`MultiPointContact` with custom rigid edge / surface

[adtzlr]

In #805 and #808, a non-flat rigid edge would also be of interest.

$$f(\boldsymbol{x})$$

It is important to deal with coordinates of the deformed configuration (the rigid edge / surface is fixed in space). This requires the first partial derivatives $\partial f / \partial \boldsymbol{x}_t$ and $\partial f / \partial \boldsymbol{x}_C$.

The corresponding weak-form expression:

$$ \delta W_\text{ext} = \int_{\partial v} \delta u \cdot \lambda (x-x_\text{ext})^+ da $$

with the ramp function

$$ (x)^+ = \frac{x + |x|}{2} $$

[adtzlr]

$$ \delta W_\text{ext} = \int_{\partial v} \delta u \cdot \lambda ((X + u) - x_\text{ext})^+ da $$

[adtzlr]

The MultiPointContact does not need the centerpoint. The external displacements should be passed as array. This removes 3/4 of the entries of the stiffness matrix.

$$ \hat{r} = \lambda (\hat{x}_t - \hat{x}_C) $$

with the rigid obstacle

$$ \hat{x}_C = f(\hat{x}_t) $$

The coordinate-dependent obstacle is evaluated for the coordinates of the deformed configuration.

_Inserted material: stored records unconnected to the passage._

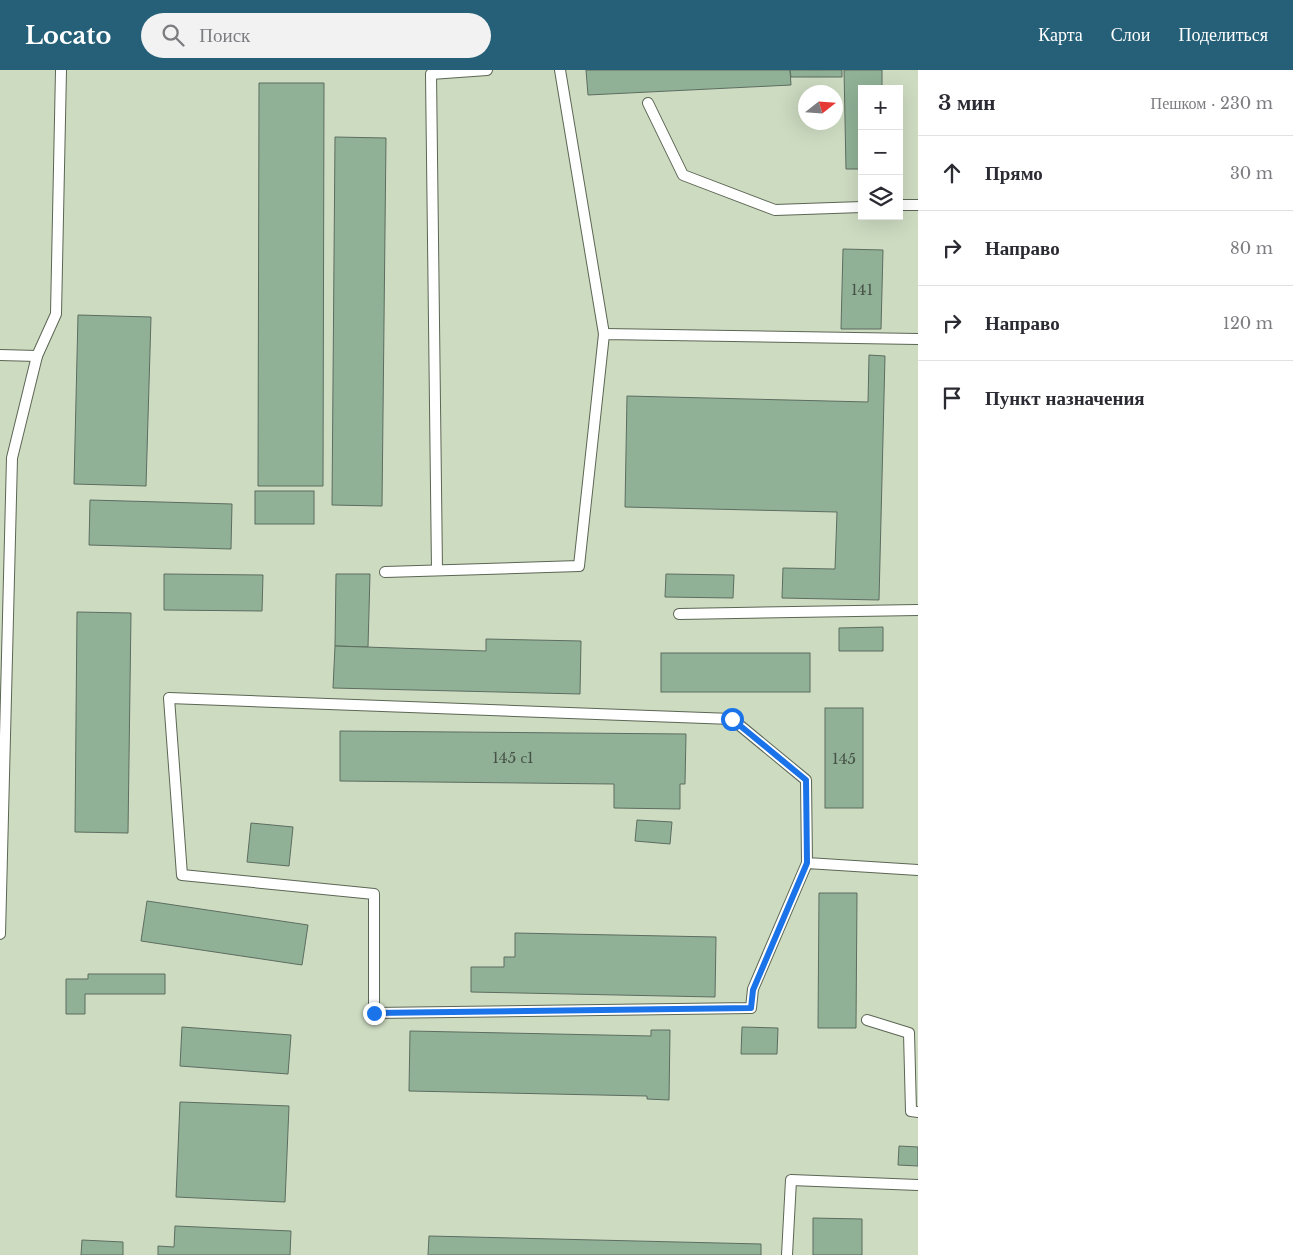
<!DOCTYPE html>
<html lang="ru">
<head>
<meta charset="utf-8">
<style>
	body { margin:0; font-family:"Libre Baskerville",serif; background:#f2f2f3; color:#2b2b33 }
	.controls { position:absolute; right:15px; top:15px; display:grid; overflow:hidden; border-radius:0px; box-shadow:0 5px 20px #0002 }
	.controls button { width:45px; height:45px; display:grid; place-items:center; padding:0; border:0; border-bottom:1px solid #e1e1e2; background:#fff; color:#2b2b33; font:25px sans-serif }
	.compass { position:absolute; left:798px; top:15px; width:45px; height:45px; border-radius:50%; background:#fff; box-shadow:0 5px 20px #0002; rotate:73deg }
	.stop { position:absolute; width:15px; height:15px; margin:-11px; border:4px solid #1a73e8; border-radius:50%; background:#fff }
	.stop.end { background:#1a73e8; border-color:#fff; box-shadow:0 1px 5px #0008 }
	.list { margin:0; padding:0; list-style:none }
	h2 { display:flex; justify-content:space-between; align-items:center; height:65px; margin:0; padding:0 20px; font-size:21px }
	h2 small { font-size:16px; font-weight:400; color:#7c7c81 }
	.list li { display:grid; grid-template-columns:32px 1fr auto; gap:15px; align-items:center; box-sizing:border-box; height:75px; padding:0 20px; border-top:1px solid #e1e1e2 }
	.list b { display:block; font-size:19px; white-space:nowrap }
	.list em { font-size:16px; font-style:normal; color:#7c7c81 }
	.icon { flex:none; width:28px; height:28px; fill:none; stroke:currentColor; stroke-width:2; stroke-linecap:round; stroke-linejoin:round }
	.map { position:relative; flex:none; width:918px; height:1185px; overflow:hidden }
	header { display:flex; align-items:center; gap:30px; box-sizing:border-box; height:70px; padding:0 25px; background:#256078; color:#fff }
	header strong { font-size:24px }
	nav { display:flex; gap:28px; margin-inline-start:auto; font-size:18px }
	.search { width:350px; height:45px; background:#f2f2f3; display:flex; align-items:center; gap:12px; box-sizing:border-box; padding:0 18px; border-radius:28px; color:#7c7c81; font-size:19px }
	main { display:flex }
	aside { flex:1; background:#fff }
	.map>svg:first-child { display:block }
</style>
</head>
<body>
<header>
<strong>Locato</strong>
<div class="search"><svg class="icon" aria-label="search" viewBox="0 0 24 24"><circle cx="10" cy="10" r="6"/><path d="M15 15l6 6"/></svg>Поиск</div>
<nav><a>Карта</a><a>Слои</a><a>Поделиться</a></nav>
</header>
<main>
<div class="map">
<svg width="918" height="1185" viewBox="0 0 918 1185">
	<rect width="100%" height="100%" fill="#dae5d1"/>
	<path fill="#cddbc1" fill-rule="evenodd" d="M0,0H918V1185H0ZM862,19H899V146H862ZM806,22H836V52H806Z"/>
	<g fill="#90b196" stroke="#5d6d60">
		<polygon points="586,0 790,0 791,15 588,25"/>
		<polygon points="790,0 842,0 842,7 791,7"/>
		<polygon points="844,0 882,0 882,19 862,19 862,99 846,99"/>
		<polygon points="259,13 324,13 323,416 258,416"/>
		<polygon points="335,67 386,68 382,436 332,435"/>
		<polygon points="843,179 883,180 881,259 841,259"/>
		<polygon points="78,245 151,247 146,416 74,414"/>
		<polygon points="869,285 885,286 879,530 782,528 783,498 835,499 837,442 625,437 627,326 868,332"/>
		<rect x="255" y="421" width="59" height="33"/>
		<polygon points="90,430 232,434 231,479 89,475"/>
		<polygon points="164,504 263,505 262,541 164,540"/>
		<polygon points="336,504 370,504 368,577 335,576"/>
		<polygon points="666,504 734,505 733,528 665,527"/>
		<polygon points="77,542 131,543 128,763 75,762"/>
		<polygon points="883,557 883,581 839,581 839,558"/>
		<polygon points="486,569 581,571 580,624 333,618 335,576 486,581"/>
		<rect x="661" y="583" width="149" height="39"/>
		<rect x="825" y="638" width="38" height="100"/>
		<polygon points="340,661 686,664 685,714 680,714 680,739 614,738 614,714 340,711"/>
		<polygon points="637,750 672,752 670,774 635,771"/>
		<polygon points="251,753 293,757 289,796 247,792"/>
		<polygon points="819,823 857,823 856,958 818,958"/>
		<polygon points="147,831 308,855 302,895 141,871"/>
		<polygon points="515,863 716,867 715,927 471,922 471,897 504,897 504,887 515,887"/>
		<polygon points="88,904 165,904 165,924 85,924 85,944 66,944 66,909 88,909"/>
		<polygon points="182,957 291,965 288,1004 180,996"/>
		<polygon points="742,957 778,958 777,984 741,984"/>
		<polygon points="651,960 670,960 669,1030 647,1029 647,1026 409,1021 410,961 651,966"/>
		<polygon points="180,1032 289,1036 285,1132 176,1127"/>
		<polygon points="899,1076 918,1077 918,1096 898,1095"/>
		<polygon points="813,1148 862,1149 862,1185 813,1185"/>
		<polygon points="175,1156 291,1161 290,1185 158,1185 158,1176 174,1177"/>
		<polygon points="429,1166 761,1174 761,1185 428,1185"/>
		<polygon points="82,1170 123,1172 123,1185 81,1185"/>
	</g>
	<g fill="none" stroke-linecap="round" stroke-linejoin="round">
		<defs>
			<g id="service">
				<polyline points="560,0 604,264"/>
				<polyline points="648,33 683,105 775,140 862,137"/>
				<polyline points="899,135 918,135"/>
				<polyline points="0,285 37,286"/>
				<polyline points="437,500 431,4 487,0"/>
				<polyline points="385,502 579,496 604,264 918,269"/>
				<polyline points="679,544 918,540"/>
				<polyline points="807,793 806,710 732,649 169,628 182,805 374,824 374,943 751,938 753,919 807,793 918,800"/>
				<polyline points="0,864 12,388 37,286 56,244 61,0"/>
				<polyline points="867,950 909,963 911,1041 918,1042"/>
				<polyline points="787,1185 791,1110 918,1115"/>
			</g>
		</defs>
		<use href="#service" stroke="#5c6654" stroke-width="12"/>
		<use href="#service" stroke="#fff" stroke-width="10"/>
	</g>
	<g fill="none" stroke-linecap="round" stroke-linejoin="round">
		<polyline stroke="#1a73e8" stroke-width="6" points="374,943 751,938 753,920 807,793 806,710 732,649"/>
	</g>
	<g text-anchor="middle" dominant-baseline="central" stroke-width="4" stroke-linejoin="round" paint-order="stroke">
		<g font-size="15" fill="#475246">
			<text x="862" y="219">141</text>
			<text x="513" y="687">145 с1</text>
			<text x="844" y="688">145</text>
		</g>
	</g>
</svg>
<div class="controls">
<button>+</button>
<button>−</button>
<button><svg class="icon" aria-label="layers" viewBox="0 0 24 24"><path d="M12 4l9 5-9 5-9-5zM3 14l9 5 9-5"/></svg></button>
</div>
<svg class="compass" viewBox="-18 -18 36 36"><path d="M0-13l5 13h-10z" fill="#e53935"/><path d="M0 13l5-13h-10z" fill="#7c7c81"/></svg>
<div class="stop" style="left:732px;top:649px"></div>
<div class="stop end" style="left:374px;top:943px"></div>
</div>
<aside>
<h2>3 мин<small>Пешком · 230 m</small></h2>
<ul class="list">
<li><svg class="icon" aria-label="ahead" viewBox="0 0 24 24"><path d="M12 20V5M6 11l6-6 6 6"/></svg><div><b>Прямо</b></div><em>30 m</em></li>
<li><svg class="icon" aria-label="right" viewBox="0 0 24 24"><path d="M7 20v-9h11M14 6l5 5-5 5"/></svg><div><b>Направо</b></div><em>80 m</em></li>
<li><svg class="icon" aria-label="right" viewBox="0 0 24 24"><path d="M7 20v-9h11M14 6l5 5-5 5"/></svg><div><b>Направо</b></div><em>120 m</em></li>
<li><svg class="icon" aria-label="arrive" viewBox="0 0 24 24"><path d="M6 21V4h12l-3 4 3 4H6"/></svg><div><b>Пункт назначения</b></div></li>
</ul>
</aside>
</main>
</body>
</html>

$$ \hat{K} = \lambda (1 - \frac{\partial f}{\partial \hat{x}})$$

This should be implemented as a new class, like Obstacle. The obstacle's coordinates must be provided by a callable,

def obstacle(points):
    return surface, derivatives_of_surface_wrt_points

The idea is to use an interpolated line mesh for this kind of obstacle; this also includes a special mesh.points_derivative array.